CHAPTER 7 Tutorial:
Finishing the Component
At this point you have created most of the infrastructure of the component. The component will be recognized by XPCOM and registered with the Category Manager so that it starts up when XPCOM initializes. When the component starts up, it populates a list of URLs read in from a file stored next to the gecko binary on the local system.
Using Frozen Interfaces
The core functionality of blocking sites is still missing, however. The interfaces needed to block certain URLs from loading are not frozen, and there is still some debate about how exactly this functionality should be exposed to embedders and component developers, so the APIs are not ready to be published. This puts you in the same situation as many developers using Mozilla-you want to use some specific functionality, but the interfaces seem to change on a daily basis.

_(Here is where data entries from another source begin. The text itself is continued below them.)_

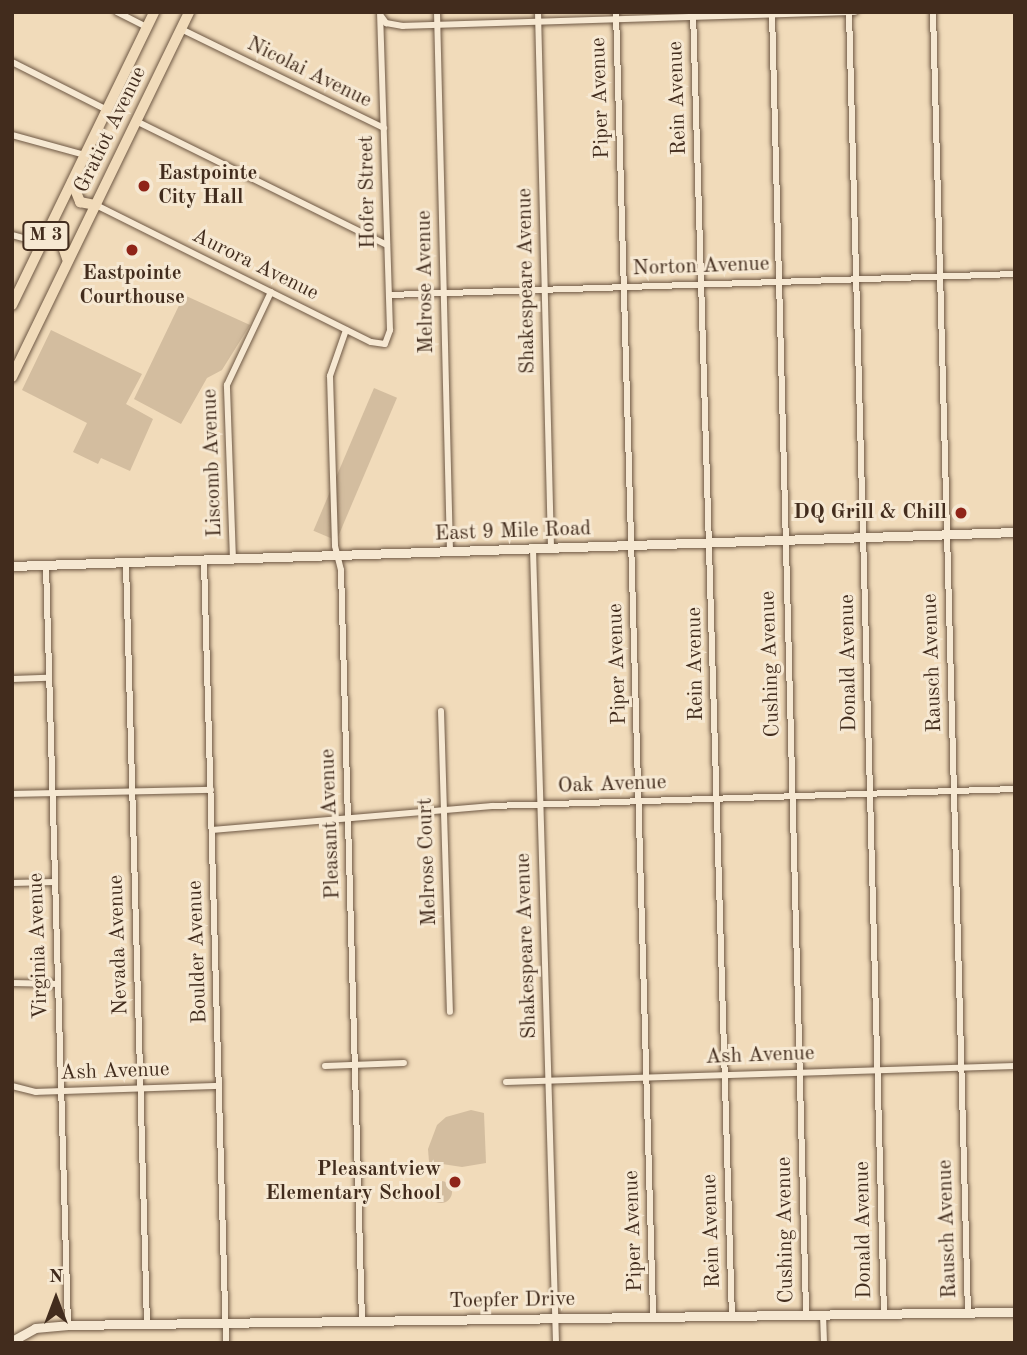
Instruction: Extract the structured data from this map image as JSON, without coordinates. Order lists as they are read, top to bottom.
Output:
{
  "streets": {
    "main road": ["Gratiot Avenue", "M 3"],
    "street": [
      "Nicolai Avenue",
      "Piper Avenue",
      "Rein Avenue",
      "Hofer Street",
      "Aurora Avenue",
      "Norton Avenue",
      "Shakespeare Avenue",
      "Melrose Avenue",
      "Liscomb Avenue",
      "East 9 Mile Road",
      "Donald Avenue",
      "Rausch Avenue",
      "Cushing Avenue",
      "Oak Avenue",
      "Pleasant Avenue",
      "Melrose Court",
      "Nevada Avenue",
      "Virginia Avenue",
      "Boulder Avenue",
      "Ash Avenue",
      "Toepfer Drive"
    ]
  },
  "crossings": [
    ["Nicolai Avenue", "Gratiot Avenue"],
    ["Nicolai Avenue", "Hofer Street"],
    ["Piper Avenue", "Norton Avenue"],
    ["Piper Avenue", "East 9 Mile Road"],
    ["Piper Avenue", "Oak Avenue"],
    ["Piper Avenue", "Ash Avenue"],
    ["Piper Avenue", "Toepfer Drive"],
    ["Rein Avenue", "Norton Avenue"],
    ["Rein Avenue", "East 9 Mile Road"],
    ["Rein Avenue", "Oak Avenue"],
    ["Rein Avenue", "Ash Avenue"],
    ["Rein Avenue", "Toepfer Drive"],
    ["Gratiot Avenue", "Aurora Avenue"],
    ["Hofer Street", "Aurora Avenue"],
    ["Hofer Street", "Norton Avenue"],
    ["Aurora Avenue", "Liscomb Avenue"],
    ["Aurora Avenue", "Pleasant Avenue"],
    ["Norton Avenue", "Shakespeare Avenue"],
    ["Norton Avenue", "Melrose Avenue"],
    ["Norton Avenue", "Donald Avenue"],
    ["Norton Avenue", "Rausch Avenue"],
    ["Norton Avenue", "Cushing Avenue"],
    ["Shakespeare Avenue", "East 9 Mile Road"],
    ["Shakespeare Avenue", "Oak Avenue"],
    ["Shakespeare Avenue", "Ash Avenue"],
    ["Shakespeare Avenue", "Toepfer Drive"],
    ["Melrose Avenue", "East 9 Mile Road"],
    ["Liscomb Avenue", "East 9 Mile Road"],
    ["East 9 Mile Road", "Donald Avenue"],
    ["East 9 Mile Road", "Rausch Avenue"],
    ["East 9 Mile Road", "Cushing Avenue"],
    ["East 9 Mile Road", "Pleasant Avenue"],
    ["East 9 Mile Road", "Nevada Avenue"],
    ["East 9 Mile Road", "Virginia Avenue"],
    ["East 9 Mile Road", "Boulder Avenue"],
    ["Donald Avenue", "Oak Avenue"],
    ["Donald Avenue", "Ash Avenue"],
    ["Donald Avenue", "Toepfer Drive"],
    ["Rausch Avenue", "Oak Avenue"],
    ["Rausch Avenue", "Ash Avenue"],
    ["Rausch Avenue", "Toepfer Drive"],
    ["Cushing Avenue", "Oak Avenue"],
    ["Cushing Avenue", "Ash Avenue"],
    ["Cushing Avenue", "Toepfer Drive"],
    ["Oak Avenue", "Pleasant Avenue"],
    ["Oak Avenue", "Melrose Court"],
    ["Oak Avenue", "Boulder Avenue"],
    ["Pleasant Avenue", "Toepfer Drive"],
    ["Nevada Avenue", "Ash Avenue"],
    ["Nevada Avenue", "Toepfer Drive"],
    ["Virginia Avenue", "Ash Avenue"],
    ["Virginia Avenue", "Toepfer Drive"],
    ["Boulder Avenue", "Ash Avenue"],
    ["Boulder Avenue", "Toepfer Drive"]
  ],
  "places": [
    "Eastpointe City Hall",
    "Eastpointe Courthouse",
    "DQ Grill & Chill",
    "Pleasantview Elementary School"
  ],
  "north": "top"
}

All of the Mozilla source code is publicly available, and interfaces can be used easily enough. Grab the right headers, use the Component or Service Manager to access the interface you want, and the XPCOM object(s) that implement that interface will do your bidding. With this huge amount of flexibility, however, you lose compatibility. If you use `stuff' that isn't frozen, that stuff is subject to change in future versions of Gecko.
If you want to be protected against changes in Gecko, you must only use interfaces and APIs that are clearly marked as FROZEN. The marking is made in the comments above the interface declaration. For example, take a look at the nsIServiceManager:
/** * The nsIServiceManager manager interface provides a means to obtain * global services in an application. The service manager depends * on the repository to find and instantiate factories to obtain * services. * * Users of the service manager must first obtain a pointer to the * global service manager by calling NS_GetServiceManager. After that, * they can request specific services by calling GetService. * When they are finished they can NS_RELEASE() the service as usual. * * A user of a service may keep references to particular services * indefinitely and only must call Release when it shuts down. * * @status FROZEN */These frozen interfaces and functions are part of the Gecko SDK. The rule of thumb is that interfaces outside of the SDK are considered "experimental" or unfrozen. See the following sidebar for information about how frozen and unfrozen interfaces can affect your component development, and for technical details about how interface changes beneath your code can cause havoc.
Before attempting to use unfrozen interfaces, you should contact the developers who are responsible for the code you're trying to use (i.e., module owners) and ask them how best to do what you are trying to do. Be as precise you possibly can. They may be able to suggest a supported alternative, or they may be able to notify you about pending changes. A complete listing of module owners can be found at http://www.mozilla.org/owners.html.
The interface that we need for this project is something called nsIContentPolicy. This interface is currently under review. An interface reaches this state when a group of module owners and peers are actively engaged in discussion about how best to expose it. Usually there are only minor changes to interfaces marked with such a tag. Even with interfaces marked "under review," however, it's still a good idea to contact the module owners responsible for the interfaces you are interested in using.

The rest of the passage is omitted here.